Unidata Outreach Accomplishments and Challenges

Ben Domenico, September 2013

Relationship to Current Unidata Strategic Plan

Below are a few excerpts from the current Unidata Strategic Plan that highlight the importance of the outreach activities summarized in this status update?

  • ... to build infrastructure that makes it easy to integrate and use data from disparate geoscience disciplines

  • Data formats like netCDF, together with community-based data standards like the Climate and Forecast metadata convention and the Common Data Model are enhancing the widespread usability and interoperability of scientific datasets.

  • Advance geoscience data and metadata standards and conventions

  • ... close partnerships and collaboration with geoscience data providers, tool developers, and other stakeholders,

  • ... our experience shows us that robust solutions arise from community and collaborative efforts

  • ... close partnerships and collaboration with geoscience data providers, tool developers, and other stakeholders, and the informed guidance of our governing committees will all be important catalysts for Unidata’s success.

Relationship to Unidata 2013 Proposal

This work relates to several of the proposal goals: 1. Broadening participation and expanding community services; 2. Advancing data services
3. Developing and deploying useful tools; 5. Providing leadership in cyberinfrastructure. 

As noted in the two following sections,  the work was called out specifically in an interaction with the review panel and in the review panel summary.

Review panel question and UPC response

1e.

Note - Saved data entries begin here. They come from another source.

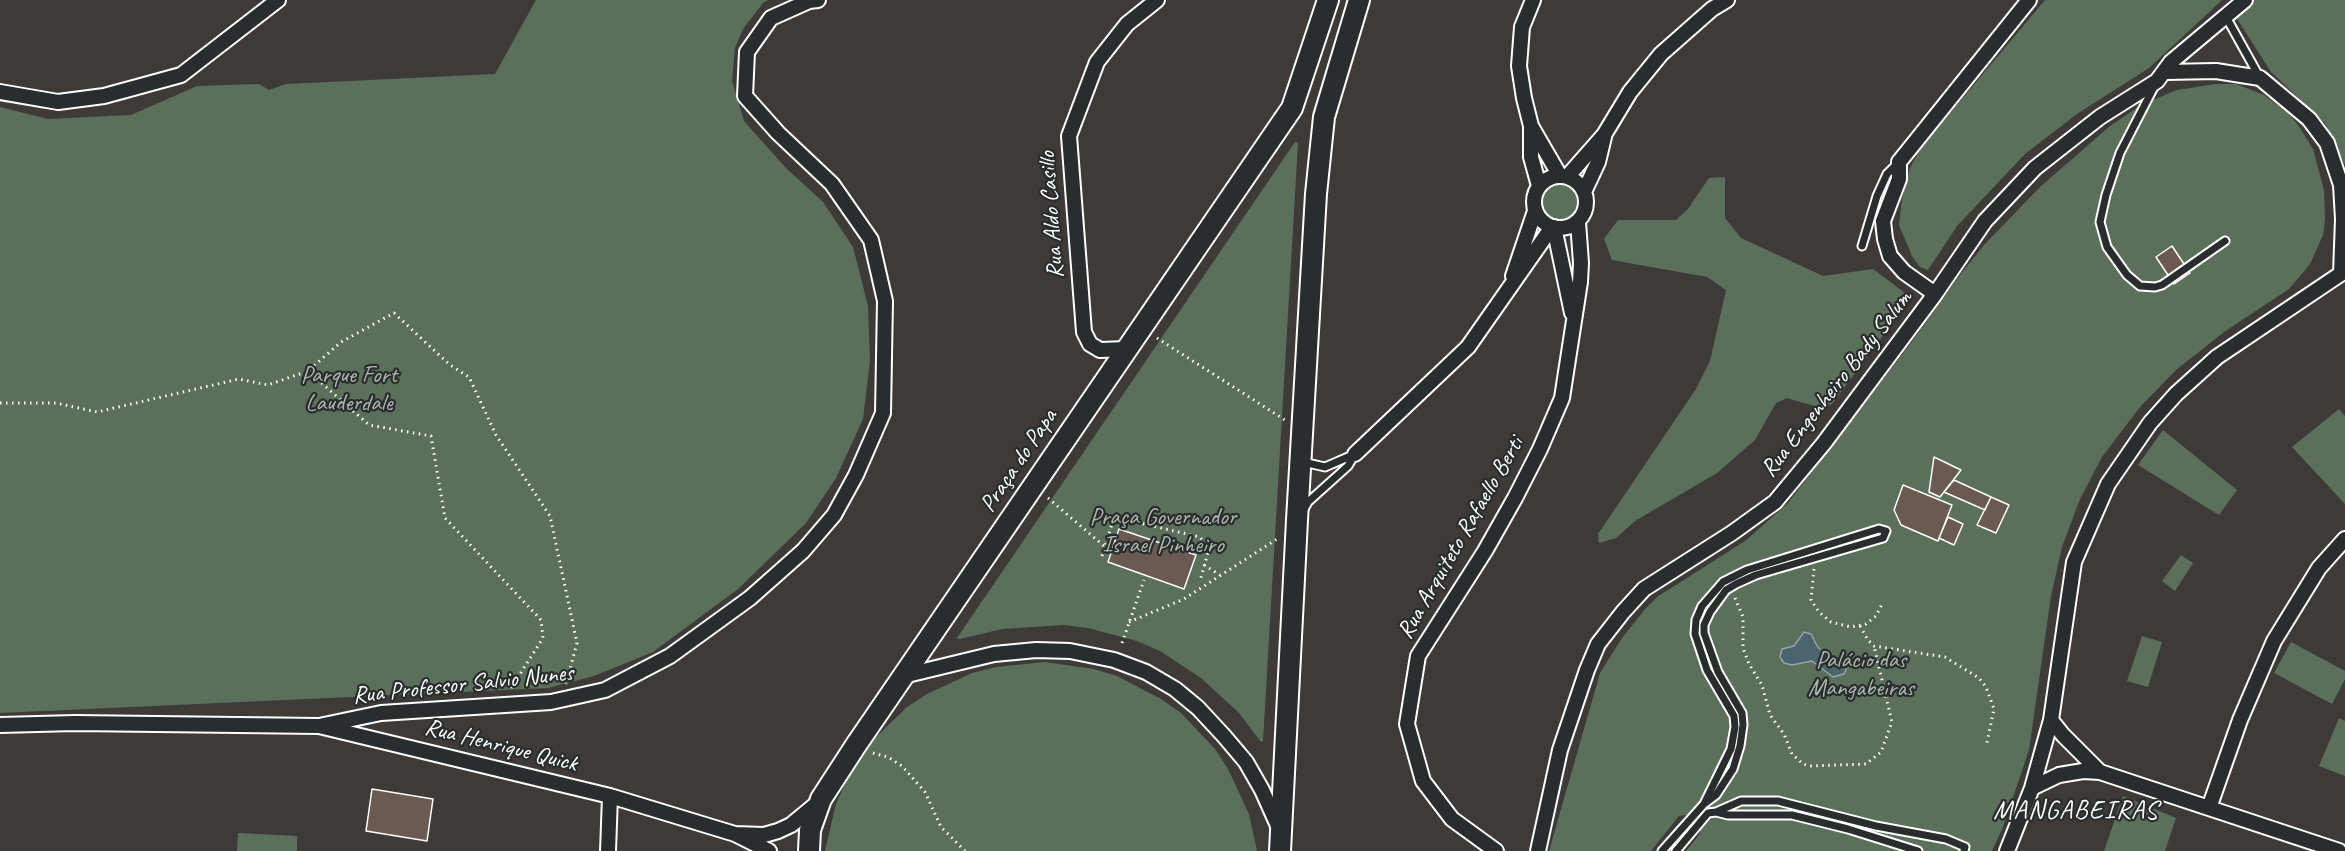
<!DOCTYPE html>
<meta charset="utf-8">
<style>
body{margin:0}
canvas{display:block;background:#3d3a38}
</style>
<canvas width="2345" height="851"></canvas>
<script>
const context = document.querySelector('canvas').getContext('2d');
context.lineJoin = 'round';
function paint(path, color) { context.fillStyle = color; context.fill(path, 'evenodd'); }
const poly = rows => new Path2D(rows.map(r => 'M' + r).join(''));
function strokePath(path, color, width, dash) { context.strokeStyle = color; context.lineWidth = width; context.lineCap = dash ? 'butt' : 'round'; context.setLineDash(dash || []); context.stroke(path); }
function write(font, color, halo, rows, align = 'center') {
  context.font = font + ' Caveat,sans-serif'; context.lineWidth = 4.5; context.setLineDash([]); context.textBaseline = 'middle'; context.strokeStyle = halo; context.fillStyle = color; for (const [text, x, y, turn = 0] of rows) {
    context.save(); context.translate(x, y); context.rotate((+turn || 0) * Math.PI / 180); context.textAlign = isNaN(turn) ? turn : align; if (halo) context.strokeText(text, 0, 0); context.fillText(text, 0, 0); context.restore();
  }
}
paint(poly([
 [536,0,768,0,763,3,743,29,735,48,732,81,744,121,785,167,823,202,853,247,868,306,870,361,863,419,836,478,806,523,738,589,653,652,594,676,548,688,0,713,0,107,48,119,131,115,197,86,259,84,269,90,286,84,495,74],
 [2045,0,2222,0,2149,68,2077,114,2025,154,1957,226,1928,270,1920,267,1912,256,1899,225,1902,199,1910,168,1920,149],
 [2233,0,2345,0,2345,165,2325,123,2271,72,2237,19,2238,5],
 [2216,84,2236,84,2264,95,2289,114,2298,125,2313,149,2324,190,2325,220,2323,235,2310,264,2289,289,2224,332,2176,370,2140,407,2102,457,2080,499,2062,547,2051,596,2029,750,2003,827,1992,851,1686,851,1699,835,1701,828,1685,815,1679,816,1651,851,1549,851,1600,673,1622,638,1646,608,1657,597,1745,541,1788,503,1911,343,1959,276,1985,244,2040,187,2110,126,2141,105,2177,90],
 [1295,142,1298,143,1263,741,1261,742,1239,713,1201,678,1160,651,1137,641,1088,628,1064,625,1002,629,960,639,957,638],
 [1725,177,1725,218,1741,238,1823,276,1873,269,1905,293,1908,302,1832,404,1821,408,1787,398,1776,403,1755,440,1717,473,1635,521,1616,538,1599,543,1598,534,1696,389,1710,361,1726,290,1707,277,1612,260,1604,239,1618,220,1676,220,1688,209,1709,178],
 '1540 202a20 20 0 1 1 40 0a20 20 0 1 1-40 0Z',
 [2339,409,2345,416,2345,504,2292,447],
 [2163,430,2237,490,2219,515,2138,465],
 [2181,555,2193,563,2175,591,2162,581],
 [2142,636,2162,642,2148,687,2127,681],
 [2291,642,2345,671,2345,679,2332,704,2274,673],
 [1045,662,1094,669,1117,676,1161,699,1181,713,1215,749,1228,769,1249,814,1257,851,825,851,836,804,846,782,872,741,907,707,927,694,972,673,996,667],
 [2339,718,2345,721,2345,776,2319,766],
 [2123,796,2176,818,2165,851,2104,851],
 [238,833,297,836,297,851,237,851]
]), '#5b705b');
const water = poly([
 [1804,632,1811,634,1817,646,1826,655,1844,662,1846,670,1844,674,1833,677,1812,661,1792,665,1784,663,1780,657,1782,649,1794,646,1804,632]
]);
paint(water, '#4b656f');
strokePath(water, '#93a3a9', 1.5);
const building = poly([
 [2172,246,2190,273,2174,284,2156,257,2172,246],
 [1934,457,1961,470,1940,497,1929,492,1934,457],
 [1954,480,1991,497,1985,510,1944,492,1954,480],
 [1903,485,1952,505,1938,541,1901,525,1894,510,1903,485],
 [1991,497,2009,505,1996,533,1977,525,1991,497],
 [1948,517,1963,524,1954,545,1939,538,1948,517],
 [1119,529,1196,555,1184,589,1108,562,1119,529],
 [372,789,433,799,427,841,366,831,372,789]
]);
paint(building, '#6a5a51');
strokePath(building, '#fff', 1.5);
const lane = poly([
 [2225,15,2260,78],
 [2155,85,2120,153,2106,195,2100,222,2107,247,2127,275,2140,286,2155,287,2162,285,2225,241],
 [1862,246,1877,196,1887,174,1898,163],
 [1303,511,1308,502,1348,466,1355,454,1325,467,1303,462],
 [1662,851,1704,804,1716,795,1733,769,1740,746,1743,725,1742,713,1718,672,1704,633,1704,625,1710,612,1726,590,1736,584,1756,575,1883,538,1886,531,1879,529,1747,570,1723,582,1702,606,1696,620,1695,634,1707,670,1734,716,1735,727,1731,749,1704,804],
 [1676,851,1708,813,1716,812],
 [1918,851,1848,829,1792,815,1728,815,1716,812,1741,801,1778,801,1876,826,1946,839,1965,847,1964,851]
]);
const street = poly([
 [1533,0,1522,27,1519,66,1524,98,1531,126,1560,176],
 [2165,72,2216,71,2260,78,2309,119,2327,143,2341,185,2343,219,2341,274],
 [0,92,58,102,104,96,181,75,278,0],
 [1531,128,1531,157,1539,186],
 '1534 202a26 26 0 1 1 52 0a26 26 0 1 1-52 0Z',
 [1567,177,1604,135,1630,92,1661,54,1712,9,1727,0],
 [1584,192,1598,162,1604,137],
 [1554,227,1572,313],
 [1513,276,1535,211],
 [1935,294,1904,272,1890,256,1885,239,1883,221,1899,179,1899,162,2029,0],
 [1127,349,1100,350,1090,344,1084,332,1069,136,1097,62,1127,24,1157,0],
 [1355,454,1468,347,1552,227],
 [903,676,994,654,1036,650,1070,651,1114,660,1146,672,1175,689,1198,708,1224,736,1246,762,1262,790,1279,828],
 [0,725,75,723,319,726,610,796,735,834],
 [319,726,381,713,551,702,605,690,670,656,750,598,803,551,834,515,856,475,883,413,885,301,871,240,832,184,778,133,745,96,747,52,771,18,809,1,818,0],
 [2100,772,2339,851],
 [2032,788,2059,775,2083,771,2100,772,2063,735,2051,720],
 [2209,808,2240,720,2274,641,2319,568,2345,539],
 [608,851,610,796],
 [769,851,735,834,764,835,778,831,791,825,820,801],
 [1496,851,1452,819,1423,781,1407,724,1418,656,1485,551,1515,498,1540,449,1562,398,1580,282,1581,263,1578,222],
 [1538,851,1560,750,1587,670,1598,644,1623,612,1644,589,1732,533,1775,502,1824,443,1935,294,1985,221,2035,168,2100,117,2157,81,2171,62,2245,0],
 [2007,851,2032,788,2051,720,2074,562,2108,484,2150,423,2176,394,2217,357,2345,271]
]);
const secondary = poly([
 [809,851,810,830,821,799,856,745,1292,108,1328,0],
 [1280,851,1297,520,1316,194,1324,117,1359,0]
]);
strokePath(lane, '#fff', 11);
strokePath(street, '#fff', 18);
strokePath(secondary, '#fff', 24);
strokePath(poly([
 [1157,338,1285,420],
 [308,371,369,425,431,436,445,518,541,620,543,638,511,688],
 [0,403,56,403,97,412,239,379,268,385,308,371,341,342,394,313,450,365,469,377,496,435,550,516,577,643,566,684],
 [1048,498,1104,546],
 [1102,556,1112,524,1123,519,1200,537,1209,549,1200,581],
 [1204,565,1220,575],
 [1814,569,1811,600,1819,612,1831,622,1851,627,1866,624,1876,616,1883,602],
 [1735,598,1743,617,1743,648,1749,664,1762,685,1770,715,1784,734,1792,754,1803,764,1810,766,1866,764,1881,752,1892,722,1874,646],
 [1129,622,1184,599,1277,539],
 [1860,626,1868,640,1874,646,1945,657,1979,678,1986,687,1994,709,1986,747],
 [1122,643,1144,580],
 [873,753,888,757,902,766,925,792,941,827,965,851]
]), '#fff', 3, [1.5, 4.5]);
strokePath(lane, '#2a2d2e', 7);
strokePath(street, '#2a2d2e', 14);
strokePath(secondary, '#2a2d2e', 20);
write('24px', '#fff', '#2a2d2e', [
 ["Rua Aldo Casillo",1052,215,-94],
 ["Rua Engenheiro Bady Salum",1837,384,-52],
 ["Praça do Papa",1019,461,-56],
 ["Rua Arquiteto Rafaello Berti",1461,538,-60],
 ["Rua Professor Salvio Nunes",463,685,-6],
 ["Rua Henrique Quick",501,746,14]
]);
write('24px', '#adb8ad', '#2a2d2e', [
 ["Parque Fort",349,376],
 ["Lauderdale",349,404],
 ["Praça Governador",1163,518],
 ["Israel Pinheiro",1163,546],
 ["Palácio das",1861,661],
 ["Mangabeiras",1861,689]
]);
context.letterSpacing = '1.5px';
write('26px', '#fff', '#2a2d2e', [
 ["MANGABEIRAS",2076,811]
]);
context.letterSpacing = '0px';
</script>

Is the UPC prepared to provide the same quality of support to the newly engaged communities as it provides to its current constituents?

While the support for all users will remain at a very high level, that does not mean it will be exactly the same.   For example, for the core community Unidata provides comprehensive support for a full suite of tools from data services, through decoders, to complete analysis and display packages.  For  other cases, the tools that are specialized to their community may not be available via and supported by the UPC.  One example of this is the community of users of GIS tools.  In that case Unidata supports standards-based web services that make our datasets available in such a way that tools that incorporate those standard interfaces can avail themselves of  Unidata datasets.  Thus these new communities can continue to make use of the analysis and display tools they are familiar with while taking advantage of the data services of the traditional Unidata community. 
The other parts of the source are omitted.